Even New Zealand Prime Minister Jacinda Arden—quite the toast of the world for the manner in which she has tackled the pandemic—has got a taste of it now. Her rather nuanced statement at the NZ-China Business Summit in Auckland that their relations were in “good shape”, but Wellington would continue to voice its views on Hong Kong, Taiwan and Xinjiang, came in for a sharp rebuke from Wu Xi, the Chinese envoy to New Zealand.
The Kiwis were told to keep bilateral relations away from the “various viruses” of the day, and hinge them on mutual ‘respect’. China does not interfere in the ‘internal’ affairs of others as it believes in “cooperation, not confrontation”, Wu added. The last bit could have been music to New Delhi’s ears, had our soldiers not been getting the rough end of the stick in Ladakh. Or ask Vietnam and Philippines, getting the heebie-jeebies over Beijing’s recent belligerence in and around the South China Sea.

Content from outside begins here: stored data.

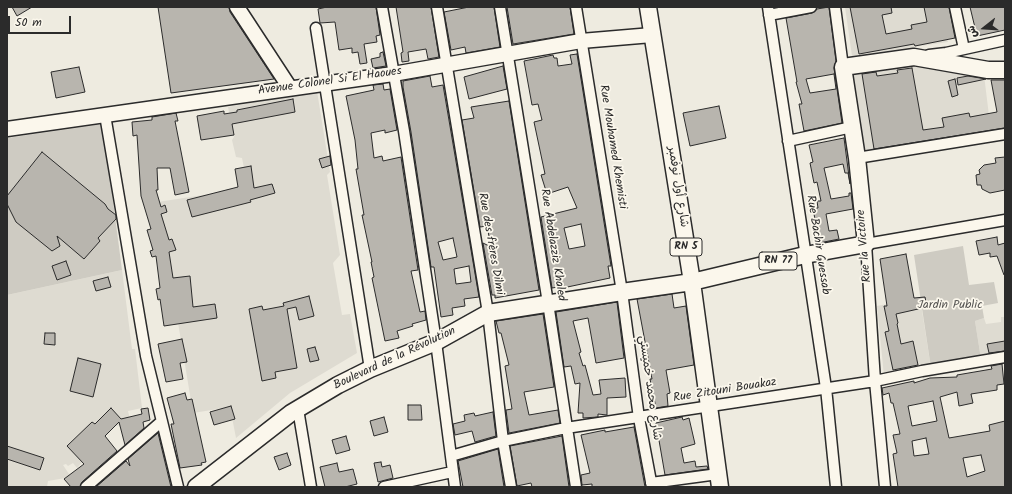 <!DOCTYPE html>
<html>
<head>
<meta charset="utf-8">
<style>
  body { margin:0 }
  #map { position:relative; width:1012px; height:494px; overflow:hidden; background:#eeebe0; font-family:Kalam,"Playpen Sans Arabic",sans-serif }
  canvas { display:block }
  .frame { position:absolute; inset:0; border:8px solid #2b2b2b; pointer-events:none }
  .north { position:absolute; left:964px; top:8px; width:40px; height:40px; -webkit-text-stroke:3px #fbf7ec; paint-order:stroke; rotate:253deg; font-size:11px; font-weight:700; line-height:16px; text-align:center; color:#2b2b2b }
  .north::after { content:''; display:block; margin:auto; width:14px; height:18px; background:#2b2b2b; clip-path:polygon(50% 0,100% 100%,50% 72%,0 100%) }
  .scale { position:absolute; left:8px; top:16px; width:63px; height:18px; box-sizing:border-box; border:2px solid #2b2b2b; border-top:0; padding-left:5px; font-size:12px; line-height:14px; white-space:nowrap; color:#2b2b2b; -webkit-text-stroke:3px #fbf7ec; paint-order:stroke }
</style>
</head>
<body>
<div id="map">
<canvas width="1012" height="494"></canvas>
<div class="frame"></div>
<div class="north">ش</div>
<div class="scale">50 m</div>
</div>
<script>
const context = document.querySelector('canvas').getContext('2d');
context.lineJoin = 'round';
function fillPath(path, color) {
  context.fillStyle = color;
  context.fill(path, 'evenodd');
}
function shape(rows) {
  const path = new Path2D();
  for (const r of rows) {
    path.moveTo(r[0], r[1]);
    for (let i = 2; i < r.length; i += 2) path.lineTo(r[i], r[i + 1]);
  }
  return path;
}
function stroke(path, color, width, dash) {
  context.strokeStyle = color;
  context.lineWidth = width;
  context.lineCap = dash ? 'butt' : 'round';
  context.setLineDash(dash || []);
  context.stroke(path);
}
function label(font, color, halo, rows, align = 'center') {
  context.font = font + ' Kalam,"Playpen Sans Arabic",sans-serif';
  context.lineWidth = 3.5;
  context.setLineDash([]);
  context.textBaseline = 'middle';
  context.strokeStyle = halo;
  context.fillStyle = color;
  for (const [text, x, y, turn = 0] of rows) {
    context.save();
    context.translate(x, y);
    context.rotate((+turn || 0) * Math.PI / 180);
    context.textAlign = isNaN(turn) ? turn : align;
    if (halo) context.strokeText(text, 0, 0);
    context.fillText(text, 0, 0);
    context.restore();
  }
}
fillPath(shape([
  [845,7,943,7,948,42,852,56],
  [902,63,984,75,991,132,864,152,852,71],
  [317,91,330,172,327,175,340,255,333,263,342,315,350,314,357,353,290,393,236,438,230,407,193,413,158,202,248,188,242,158,236,157,232,140,234,137,228,107],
  [122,270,132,349,135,349,142,408,128,411,131,424,114,426,77,468,73,463,68,466,66,464,63,465,71,477,48,481,47,487,7,487,7,295],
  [920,298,931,368,884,376,877,306],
  [1001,317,1005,317,1005,355,981,359,975,321,984,318,986,324,1001,322]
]), '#dedbd1');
fillPath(shape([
  [103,124,122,270,7,295,7,138],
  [963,246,969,285,994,282,998,303,982,306,984,318,975,321,981,359,931,368,914,255]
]), '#cecbc2');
const building = shape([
  [12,7,32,7,17,16,12,7],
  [158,7,229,7,230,12,274,79,171,93,158,7],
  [327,7,376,7,380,35,376,36,377,42,364,44,367,63,360,64,358,52,352,53,352,48,339,50,335,22,320,23,318,9,327,7],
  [396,7,431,7,439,57,428,59,426,49,408,52,409,61,402,62,401,53,403,52,396,7],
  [469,7,494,7,500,47,466,53,465,47,451,50,444,12,469,7],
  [507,7,570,7,574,34,513,44,507,7],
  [829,7,836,61,834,68,842,123,804,131,799,104,802,104,796,82,797,82,786,18,812,13,817,9,829,7],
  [834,74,836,89,810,93,806,79,834,74],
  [850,7,891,7,892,13,882,15,886,34,912,29,911,25,927,22,924,7,949,7,955,38,915,46,914,44,859,54,850,7],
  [970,7,1005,7,1005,30,977,36,970,7],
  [383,52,386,66,373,68,371,59,380,57,380,53,383,52],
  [577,54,611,266,608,266,610,278,558,289,558,287,552,288,541,217,577,208,568,187,547,194,541,175,545,174,534,122,542,120,538,104,532,105,524,61,553,55,554,58,557,58,558,66,572,64,570,55,577,54],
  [581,224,585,246,569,249,564,228,581,224],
  [503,66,507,89,469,99,464,77,503,66],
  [79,67,85,92,56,98,51,72,79,67],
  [912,68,923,130,944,127,942,118,969,113,970,117,997,112,991,80,1005,80,1005,128,874,149,862,74,876,72,877,76,898,73,897,70,912,68],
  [430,76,432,87,443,85,479,297,464,299,465,306,452,308,453,315,441,317,434,267,431,267,411,132,403,87,403,81,430,76],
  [453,238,457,257,443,260,438,242,453,238],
  [469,266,471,282,456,284,454,269,469,266],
  [968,76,986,79,958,85,957,78,968,76],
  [955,79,958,95,952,97,948,81,955,79],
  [383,84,384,90,390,89,397,130,385,133,385,130,371,133,374,158,382,156,383,161,401,157,418,270,411,271,420,312,425,311,426,320,412,324,413,326,397,331,399,338,385,341,372,278,374,277,371,262,372,262,362,215,364,215,356,169,358,169,355,140,346,96,374,90,373,85,383,84],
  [293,99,295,112,232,124,234,135,201,140,197,116,224,111,224,114,237,112,237,110,293,99],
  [509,101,539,290,495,298,495,295,492,295,483,243,491,247,487,226,480,227,462,120,474,118,471,107,509,101],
  [719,106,726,138,690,146,683,113,719,106],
  [176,113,178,121,175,121,189,192,175,195,170,168,157,168,158,190,156,190,161,207,165,205,167,212,161,214,169,240,172,239,176,250,169,252,173,278,190,276,193,307,215,304,217,318,164,326,160,299,158,300,156,289,160,288,156,256,152,257,150,251,153,250,147,230,151,229,141,196,137,135,133,136,132,122,152,120,152,117,176,113],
  [844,138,850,184,848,173,845,173,843,164,824,168,831,199,849,196,849,193,851,193,853,209,826,214,829,231,837,230,839,239,819,243,813,208,818,208,817,201,821,201,817,182,814,183,810,163,813,162,809,145,844,138],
  [42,152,105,204,108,209,116,215,116,219,98,238,100,241,84,259,57,236,60,246,52,251,16,222,7,204,7,196,42,152],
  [330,156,331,165,322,168,319,159,330,156],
  [1005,157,1005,190,990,193,982,189,981,185,977,185,976,175,980,174,979,170,984,165,996,163,995,158,1005,157],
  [251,166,254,188,272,184,275,193,250,200,251,202,192,217,187,200,238,187,235,169,251,166],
  [997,237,998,245,1005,243,1005,275,1004,275,997,256,990,257,990,253,979,255,976,241,997,237],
  [906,254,914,298,925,297,927,307,896,314,898,323,897,324,901,344,913,341,918,365,893,370,885,332,889,331,884,306,887,306,880,259,906,254],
  [66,261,71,275,57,280,52,266,66,261],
  [108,277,111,287,96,291,93,281,108,277],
  [672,294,674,308,686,306,694,365,666,370,670,393,667,394,668,406,656,408,650,379,652,379,637,299,672,294],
  [309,296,314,316,299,320,296,307,287,309,297,368,275,372,276,378,262,381,249,309,262,306,263,310,284,306,283,303,309,296],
  [617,302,624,358,596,363,588,318,573,321,581,352,579,353,583,366,585,365,593,395,601,394,599,380,625,378,626,397,607,398,607,415,598,414,598,417,583,418,583,413,578,413,580,383,575,384,571,366,564,367,556,312,617,302],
  [543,314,554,387,524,392,529,415,558,410,560,423,509,433,506,410,512,409,505,366,509,365,501,333,499,333,496,321,543,314],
  [45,333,55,333,55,345,44,344,45,333],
  [182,339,187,362,180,363,183,379,166,382,158,344,182,339],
  [1005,341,1005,351,989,353,987,344,1005,341],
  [315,347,319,360,310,362,307,349,315,347],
  [78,358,101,364,93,397,70,391,78,358],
  [1002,364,1004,384,997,385,997,390,971,394,973,403,959,406,957,392,940,397,949,438,990,431,989,425,1005,421,1005,487,898,487,893,454,897,453,893,435,900,434,893,403,891,403,889,393,883,395,882,388,914,381,914,383,930,378,957,377,957,375,992,369,991,366,1002,364],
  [933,401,937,421,912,426,908,406,933,401],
  [926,438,929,454,914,456,912,441,926,438],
  [981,455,985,471,967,477,963,458,981,455],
  [185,393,187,400,192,399,206,462,201,463,202,465,180,468,171,424,174,424,167,398,185,393],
  [408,405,421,405,422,420,408,420,408,405],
  [231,406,235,419,214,425,210,412,231,406],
  [111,408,121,419,142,414,141,409,148,408,150,420,143,422,144,428,125,445,119,422,105,436,117,451,82,482,80,487,71,487,64,479,84,464,67,446,92,422,95,424,111,408],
  [493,412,496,436,475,442,472,431,455,435,453,424,465,421,464,415,474,413,475,416,493,412],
  [384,417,388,432,374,436,370,421,384,417],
  [682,417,683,420,689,418,695,444,681,448,684,463,695,461,696,467,707,466,708,469,665,475,656,423,682,417],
  [634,427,645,487,592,487,592,484,582,485,581,475,590,473,581,435,605,430,605,432,634,427],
  [158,433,171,487,96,487,126,461,130,466,128,459,158,433],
  [346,436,350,450,336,454,332,440,346,436],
  [562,436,569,487,532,487,531,483,517,486,510,446,562,436],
  [7,446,44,458,40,470,7,459,7,446],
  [498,449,504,487,463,487,458,461,498,449],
  [287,453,291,465,279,470,274,457,287,453],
  [381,462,382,467,390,465,393,478,378,482,374,463,381,462],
  [337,463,339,472,353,469,357,484,345,487,325,487,320,467,337,463]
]);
fillPath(building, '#b8b5ae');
stroke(building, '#2b2b2b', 1);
const street = shape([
  [382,7,404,131,436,342,455,487],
  [437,7,488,313,503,441,511,487],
  [500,7,548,303,576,487],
  [576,7,622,292,639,418,652,487],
  [768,7,826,388,836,487],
  [835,7,843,67],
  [955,7,964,49],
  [769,15,811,7],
  [316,28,370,369],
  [929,55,946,53,1005,40],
  [105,115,146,356,178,487],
  [788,141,852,127],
  [857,158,1005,134],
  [298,409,311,487],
  [451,456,503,441,566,428,875,381,922,371,1005,357],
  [651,483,718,474],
  [86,487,162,421],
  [384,487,452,472],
  [885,487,875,381,866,244,1005,220]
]);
const secondary = shape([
  [237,7,290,88],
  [7,129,393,74,581,41,652,35]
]);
const primary = shape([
  [648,7,692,282,720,487],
  [196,487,291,413,338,385,370,369,436,342,488,313,622,292,692,282,805,255,866,244,857,158,843,67,914,57,988,70,1005,70]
]);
stroke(street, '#2b2b2b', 13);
stroke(secondary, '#2b2b2b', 17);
stroke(primary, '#2b2b2b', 19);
stroke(street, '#fbf7ec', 10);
stroke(secondary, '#fbf7ec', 14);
stroke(primary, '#fbf7ec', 16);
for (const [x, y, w] of [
  [686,247,32],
  [778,261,38]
]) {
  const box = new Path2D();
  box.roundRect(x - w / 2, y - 9, w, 18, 3);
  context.fillStyle = '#fbf7ec';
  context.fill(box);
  stroke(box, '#2b2b2b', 1);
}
label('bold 11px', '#2b2b2b', null, [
  ["RN 5",686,247],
  ["RN 77",778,261]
]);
label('12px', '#2b2b2b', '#fbf7ec', [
  ["Avenue Colonel Si El Haoues",330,82,-8],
  ["Rue Mouhamed Khemisti",612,147,81],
  ["شارع أول نوفمبر",677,187,81],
  ["Rue des frères Dilmi",490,244,80],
  ["Rue Abdelazziz Khaled",552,245,81],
  ["Rue Bachir Guessab",817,245,81],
  ["Rue la Victoire",865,246,-95],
  ["Boulevard de la Révolution",395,359,-25],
  ["شارع محمد خميستي",649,388,82],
  ["Rue Zitouni Bouakaz",725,391,-9]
]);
label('12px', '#545351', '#fbf7ec', [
  ["Jardin Public",950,306]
]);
</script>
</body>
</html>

It’s against this background that Tehran has been entertaining China in a renewed engagement. Though still on the drawing board, Beijing’s $400 billion deal offer, covering everything from communication to ports and railways, is too lucrative for cash-starved Tehran to walk out on. Despite its proud self-image as an old civilisation, and a state with a sovereign foreign policy, Iran may find it difficult to keep China at bay for too long. Particularly if America votes Donald Trump back to power. Beijing is clearly moving in to set up a new order in an increasingly radarless, leaderless world. But all prospective client states would be well advised to study history.